As more and more PBCs go public through SPAC IPOs such as SDAC or de-SPAC transactions like AppHarvest, they must carefully address the associated risks. For example, a PBC that goes public through a PBC will need to carefully and clearly write its public documents to the SEC to describe not only the opportunities offered to the PBC’s business form, but also the risk factors. partners of the PBC, such as the potential shareholder. derivative litigation to uphold the social mission of the PBC. Also, as Tom Burton, Mintz Fellow and President of the Energy & Sustainability Practice Division, explained in “SPAC Chat Episode 3: Tracking Trends of the SPAC Surge” on the From the Edge: An Overview of the Innovation Economy podcast, “The SEC has indicated that it is reviewing this market and trying to determine if there should be additional disclosure requirements.”

Unsurprisingly, the SEC said on April 12, 2021 that it would begin reviewing the accounting principles that PSPCs used to classify their warrants. PSPCs have generally classified warrants issued to investors during the capital raising process as equity on the PSPC balance sheet. However, in certain circumstances, the SEC has stated that certain warrants should be classified as liabilities, which would require PSPC to periodically recognize changes in the value of the warrants. One possible negative impact of the SEC’s announcement is that the affected PSPCs would have to restate their financial results if the fluctuations are significant. Following the SEC statement, the the Wall Street newspaper warned that the frequency of PSPC transactions had started to decline because “[c]Regulators’ ritual comments appear to frighten some investors and new offers “in the April 16, 2021 article,” SPAC Hot Streak Mis on Ice by Regulatory Warnings “.

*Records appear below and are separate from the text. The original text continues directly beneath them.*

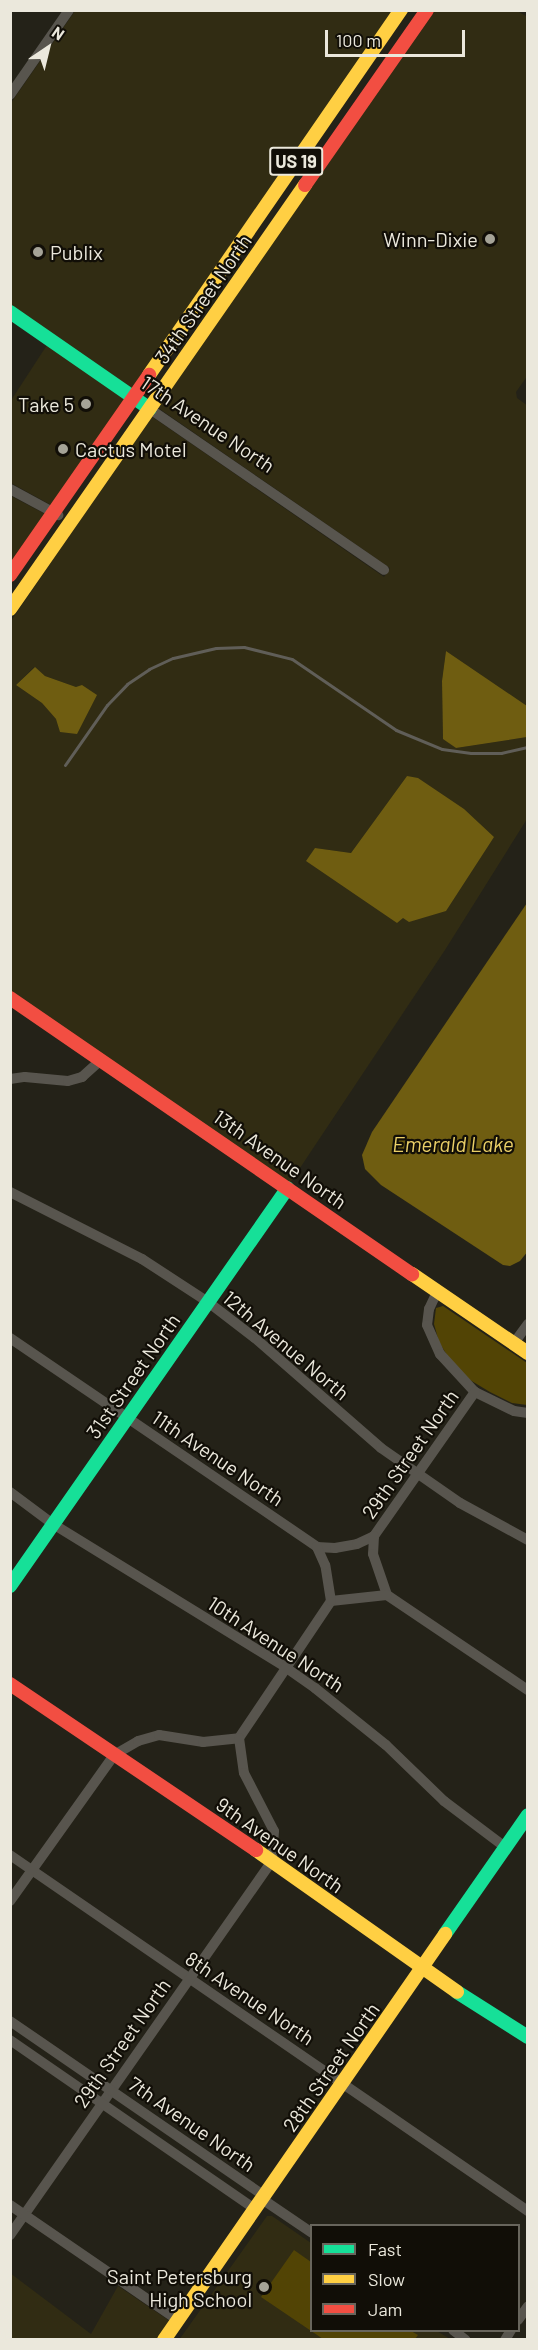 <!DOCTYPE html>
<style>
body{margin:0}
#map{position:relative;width:538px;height:2350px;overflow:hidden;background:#242218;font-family:Barlow,sans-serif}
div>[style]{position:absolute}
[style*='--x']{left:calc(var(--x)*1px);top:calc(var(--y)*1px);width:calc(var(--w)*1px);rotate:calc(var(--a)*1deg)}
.built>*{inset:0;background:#312c13}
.green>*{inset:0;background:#524405}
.water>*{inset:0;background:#6f5d11}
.street>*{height:10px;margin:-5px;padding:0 5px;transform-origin:5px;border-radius:5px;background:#58554e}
.fast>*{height:14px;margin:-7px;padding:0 7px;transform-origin:7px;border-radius:7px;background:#16e098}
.slow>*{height:14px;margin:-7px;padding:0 7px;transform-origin:7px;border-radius:7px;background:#ffcf43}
.jam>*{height:14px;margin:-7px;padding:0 7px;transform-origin:7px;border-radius:7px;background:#f24e42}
.rail>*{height:3px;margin:-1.5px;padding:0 1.5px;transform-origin:1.5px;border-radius:1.5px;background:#605e58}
.dots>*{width:16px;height:16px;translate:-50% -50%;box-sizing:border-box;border:3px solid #110e07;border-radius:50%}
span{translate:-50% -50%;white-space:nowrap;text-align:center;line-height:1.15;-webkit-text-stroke:4.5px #110e07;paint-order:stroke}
.shield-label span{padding:2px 4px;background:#110e07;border:2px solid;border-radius:4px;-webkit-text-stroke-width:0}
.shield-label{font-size:18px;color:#ebe8dc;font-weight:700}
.poi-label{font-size:20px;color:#ebe8dc}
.right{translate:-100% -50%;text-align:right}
.left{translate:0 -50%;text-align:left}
.street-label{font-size:20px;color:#ebe8dc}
.water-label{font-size:21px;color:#eacf67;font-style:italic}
.frame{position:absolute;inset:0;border:12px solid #ebe8dc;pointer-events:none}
.legend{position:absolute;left:310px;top:2224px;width:210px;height:108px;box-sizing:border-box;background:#110e07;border:2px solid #68655c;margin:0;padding:8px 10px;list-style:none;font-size:18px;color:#ebe8dc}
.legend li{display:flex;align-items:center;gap:12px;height:30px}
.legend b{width:30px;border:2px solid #68655c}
.north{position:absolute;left:18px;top:18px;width:60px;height:60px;-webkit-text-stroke:4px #110e07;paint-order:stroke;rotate:35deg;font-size:16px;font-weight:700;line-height:24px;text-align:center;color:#ebe8dc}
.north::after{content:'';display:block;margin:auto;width:21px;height:27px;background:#ebe8dc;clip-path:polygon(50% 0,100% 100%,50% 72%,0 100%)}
.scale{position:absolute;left:325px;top:30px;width:140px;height:27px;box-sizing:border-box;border:3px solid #ebe8dc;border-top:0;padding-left:8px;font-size:18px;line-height:21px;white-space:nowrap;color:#ebe8dc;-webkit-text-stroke:4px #110e07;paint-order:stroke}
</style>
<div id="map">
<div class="built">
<i style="clip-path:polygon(75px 11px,395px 11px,132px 390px,11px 305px,11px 103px)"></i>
<i style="clip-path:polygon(evenodd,435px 11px,517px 11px,528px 17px,528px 375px,516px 392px,517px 398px,528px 406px,527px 706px,446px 651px,442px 681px,443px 738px,456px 748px,527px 737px,527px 819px,445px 950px,290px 1183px,11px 992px,11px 621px,151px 416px,384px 577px,390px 568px,157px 407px,435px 11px,34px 667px,45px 676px,76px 687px,56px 719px,42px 703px,16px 685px,34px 667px,435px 11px,407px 776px,463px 809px,468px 816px,397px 923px,315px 848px,351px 853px,407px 776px)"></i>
<i style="clip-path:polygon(47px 345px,126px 399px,51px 505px,11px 483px,10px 402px)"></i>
<i style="clip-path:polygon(11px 496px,45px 514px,11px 564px)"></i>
<i style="clip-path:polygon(267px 2216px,272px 2216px,311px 2243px,312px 2330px,437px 2331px,450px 2339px,179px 2340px)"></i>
<i style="clip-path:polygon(10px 2273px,91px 2334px,118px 2286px,171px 2322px,159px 2339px,11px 2339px)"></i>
</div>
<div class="green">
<i style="clip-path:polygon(443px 1306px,527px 1363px,527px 1405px,512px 1403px,490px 1392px,470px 1380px,450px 1360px,439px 1342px,434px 1324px,436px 1308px)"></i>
<i style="clip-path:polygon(294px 2250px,311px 2262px,312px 2330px,411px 2331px,418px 2335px,415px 2339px,323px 2339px,261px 2297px)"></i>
</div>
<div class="water">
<i style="clip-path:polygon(446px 651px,527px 706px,527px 737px,456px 748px,443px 739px,442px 681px)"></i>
<i style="clip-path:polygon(35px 667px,45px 676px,76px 687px,82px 685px,97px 695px,77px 734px,60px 732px,56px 719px,42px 703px,16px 685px)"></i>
<i style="clip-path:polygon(407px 776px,418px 778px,464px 809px,494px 837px,446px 911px,409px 922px,403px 918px,397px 923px,306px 861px,315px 848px,351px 853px)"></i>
<i style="clip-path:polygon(527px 903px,528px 1251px,520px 1261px,510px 1266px,503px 1265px,381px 1185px,365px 1169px,362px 1155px,372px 1132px)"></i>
</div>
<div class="street">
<i style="--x:10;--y:95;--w:103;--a:-55.2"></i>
<i style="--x:150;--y:409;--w:284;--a:34.5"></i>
<i style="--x:10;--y:489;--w:55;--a:28.4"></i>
<i style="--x:10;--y:1079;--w:15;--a:-8"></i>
<i style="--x:25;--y:1077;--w:43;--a:5.3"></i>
<i style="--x:68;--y:1081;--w:15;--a:-16"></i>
<i style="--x:82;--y:1077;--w:25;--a:-42"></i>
<i style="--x:10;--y:1192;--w:148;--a:26.9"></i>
<i style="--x:142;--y:1259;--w:79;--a:33.1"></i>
<i style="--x:208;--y:1302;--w:59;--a:37.5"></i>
<i style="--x:255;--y:1338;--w:167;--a:41.1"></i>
<i style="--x:381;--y:1448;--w:96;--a:34.8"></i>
<i style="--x:460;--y:1503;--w:77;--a:28.6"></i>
<i style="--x:437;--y:1292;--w:19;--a:115"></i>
<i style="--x:429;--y:1309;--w:16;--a:97"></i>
<i style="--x:427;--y:1325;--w:32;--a:66"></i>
<i style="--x:440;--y:1354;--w:52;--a:47.4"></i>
<i style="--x:475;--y:1392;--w:43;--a:26"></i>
<i style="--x:514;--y:1411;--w:14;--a:8"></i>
<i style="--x:10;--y:1338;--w:371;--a:34.2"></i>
<i style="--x:317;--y:1547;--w:18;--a:3"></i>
<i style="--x:335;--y:1548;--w:22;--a:-10"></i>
<i style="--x:357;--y:1544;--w:19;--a:-25"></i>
<i style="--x:374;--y:1536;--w:176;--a:-55"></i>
<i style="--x:514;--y:1343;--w:24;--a:-54"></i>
<i style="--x:10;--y:1492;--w:54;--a:36.7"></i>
<i style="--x:53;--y:1524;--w:273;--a:31.6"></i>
<i style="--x:285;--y:1667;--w:37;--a:35"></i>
<i style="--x:315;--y:1688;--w:91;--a:38.8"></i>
<i style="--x:386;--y:1745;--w:81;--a:44"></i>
<i style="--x:444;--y:1801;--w:76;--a:37"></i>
<i style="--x:374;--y:1536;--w:18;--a:93"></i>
<i style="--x:373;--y:1554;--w:43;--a:71.1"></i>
<i style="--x:387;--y:1595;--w:170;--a:34"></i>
<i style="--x:331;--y:1601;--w:56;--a:-6.1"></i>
<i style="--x:239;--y:1738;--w:165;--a:-56.1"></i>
<i style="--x:331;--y:1601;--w:36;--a:-99"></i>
<i style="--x:325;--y:1565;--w:20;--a:-114"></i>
<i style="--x:10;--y:1855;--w:629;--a:34.5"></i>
<i style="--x:10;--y:1901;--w:179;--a:-54.5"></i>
<i style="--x:114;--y:1755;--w:28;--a:-30"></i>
<i style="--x:138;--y:1741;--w:22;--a:-16"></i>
<i style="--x:159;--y:1735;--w:45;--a:9"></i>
<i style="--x:203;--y:1742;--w:36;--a:-6"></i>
<i style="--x:239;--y:1738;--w:35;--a:82"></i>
<i style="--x:244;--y:1773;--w:65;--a:62.7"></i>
<i style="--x:274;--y:1831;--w:30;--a:94"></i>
<i style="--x:272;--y:1861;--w:457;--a:125"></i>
<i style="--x:10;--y:2021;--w:309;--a:34.5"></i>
<i style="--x:10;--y:2040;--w:298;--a:34.6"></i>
<i style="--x:262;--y:2199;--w:60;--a:34.2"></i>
<i style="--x:10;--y:2205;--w:204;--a:34.4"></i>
<i style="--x:518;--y:2320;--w:17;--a:-54"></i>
<i style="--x:453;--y:2330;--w:16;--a:38"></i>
<i style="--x:505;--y:2340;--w:12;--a:-59"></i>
</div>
<div class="fast">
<i style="--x:10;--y:312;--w:170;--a:34.7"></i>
<i style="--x:10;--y:1586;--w:485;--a:-55.1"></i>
<i style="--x:445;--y:1934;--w:145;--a:-55.1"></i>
<i style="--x:457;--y:1992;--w:84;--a:32.4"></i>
</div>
<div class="slow">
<i style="--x:149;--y:375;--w:444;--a:-55.4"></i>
<i style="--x:10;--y:609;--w:517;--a:-55.17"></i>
<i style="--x:412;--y:1274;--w:140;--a:34.3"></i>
<i style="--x:256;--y:1850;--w:246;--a:35.2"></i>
<i style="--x:164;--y:2340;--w:494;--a:-55.3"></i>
</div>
<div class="jam">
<i style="--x:305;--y:185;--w:213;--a:-55.1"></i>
<i style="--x:10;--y:575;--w:244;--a:-55.2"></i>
<i style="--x:10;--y:998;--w:488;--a:34.5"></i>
<i style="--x:10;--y:1684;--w:297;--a:34"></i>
</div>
<div class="rail">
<i style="--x:65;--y:765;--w:73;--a:-55"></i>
<i style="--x:107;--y:705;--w:29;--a:-46"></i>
<i style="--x:127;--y:684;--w:27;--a:-34"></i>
<i style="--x:149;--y:669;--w:26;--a:-25"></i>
<i style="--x:173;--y:658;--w:44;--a:-13.1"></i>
<i style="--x:216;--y:648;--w:28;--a:-2"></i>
<i style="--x:244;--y:647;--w:49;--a:14"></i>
<i style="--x:292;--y:659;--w:126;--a:34.3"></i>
<i style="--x:396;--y:730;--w:50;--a:22.4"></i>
<i style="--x:442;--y:749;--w:29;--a:8"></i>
<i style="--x:471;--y:753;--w:30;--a:0"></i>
<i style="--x:501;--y:753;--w:28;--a:-13"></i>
</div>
<div class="dots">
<i style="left:490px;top:239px;background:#a5a397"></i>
<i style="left:38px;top:252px;background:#a5a397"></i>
<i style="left:86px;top:404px;background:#a5a397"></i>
<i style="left:63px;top:449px;background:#a5a397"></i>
<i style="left:264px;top:2287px;background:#a5a397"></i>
</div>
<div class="shield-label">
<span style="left:296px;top:161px">US 19</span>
</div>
<div class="poi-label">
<span class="right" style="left:478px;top:239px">Winn-Dixie</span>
<span class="left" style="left:50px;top:252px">Publix</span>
<span class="right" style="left:74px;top:404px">Take 5</span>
<span class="left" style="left:75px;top:449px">Cactus Motel</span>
<span class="right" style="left:252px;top:2288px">Saint Petersburg<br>High School</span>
</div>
<div class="street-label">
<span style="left:203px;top:299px;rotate:-55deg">34th Street North</span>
<span style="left:208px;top:424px;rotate:34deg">17th Avenue North</span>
<span style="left:280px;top:1159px;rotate:35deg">13th Avenue North</span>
<span style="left:286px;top:1345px;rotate:40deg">12th Avenue North</span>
<span style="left:133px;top:1376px;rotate:-55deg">31st Street North</span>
<span style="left:410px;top:1454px;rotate:-55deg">29th Street North</span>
<span style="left:218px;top:1458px;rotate:34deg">11th Avenue North</span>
<span style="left:276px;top:1644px;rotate:33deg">10th Avenue North</span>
<span style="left:280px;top:1845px;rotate:35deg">9th Avenue North</span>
<span style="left:250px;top:1998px;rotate:34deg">8th Avenue North</span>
<span style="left:122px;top:2043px;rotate:-55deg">29th Street North</span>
<span style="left:331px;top:2067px;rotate:-55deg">28th Street North</span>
<span style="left:192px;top:2124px;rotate:35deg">7th Avenue North</span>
</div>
<div class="water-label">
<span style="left:453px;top:1144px">Emerald Lake</span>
</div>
<div class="frame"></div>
<ul class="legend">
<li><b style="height:8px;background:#16e098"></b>Fast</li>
<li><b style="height:8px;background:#ffcf43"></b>Slow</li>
<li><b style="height:8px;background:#f24e42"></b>Jam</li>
</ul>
<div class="north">N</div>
<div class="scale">100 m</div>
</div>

While there may be challenges and risks associated with PSPC transactions and the evolution of regulatory oversight, there are also exciting opportunities for PBCs that are made public through PSPCs. For example, PBCs allow companies to go public without as much public control as a traditional IPO, while also allowing PBCs to access capital faster for their operations or expansion. Additionally, PBCs that go public through a PSPC transaction can quickly reach a wide range of new investors and capital, as public investors are keen to support businesses with positive social and environmental impact. Additionally, PBCs might see increased publicity and awareness of their broader social mission. In this complex and exciting market, however, mission-oriented executives hoping to go public through a PSPC transaction or through the traditional IPO process should seek experienced advice and legal advice.


The content of this article is intended to provide a general guide on the subject. Specialist advice should be sought on your particular situation.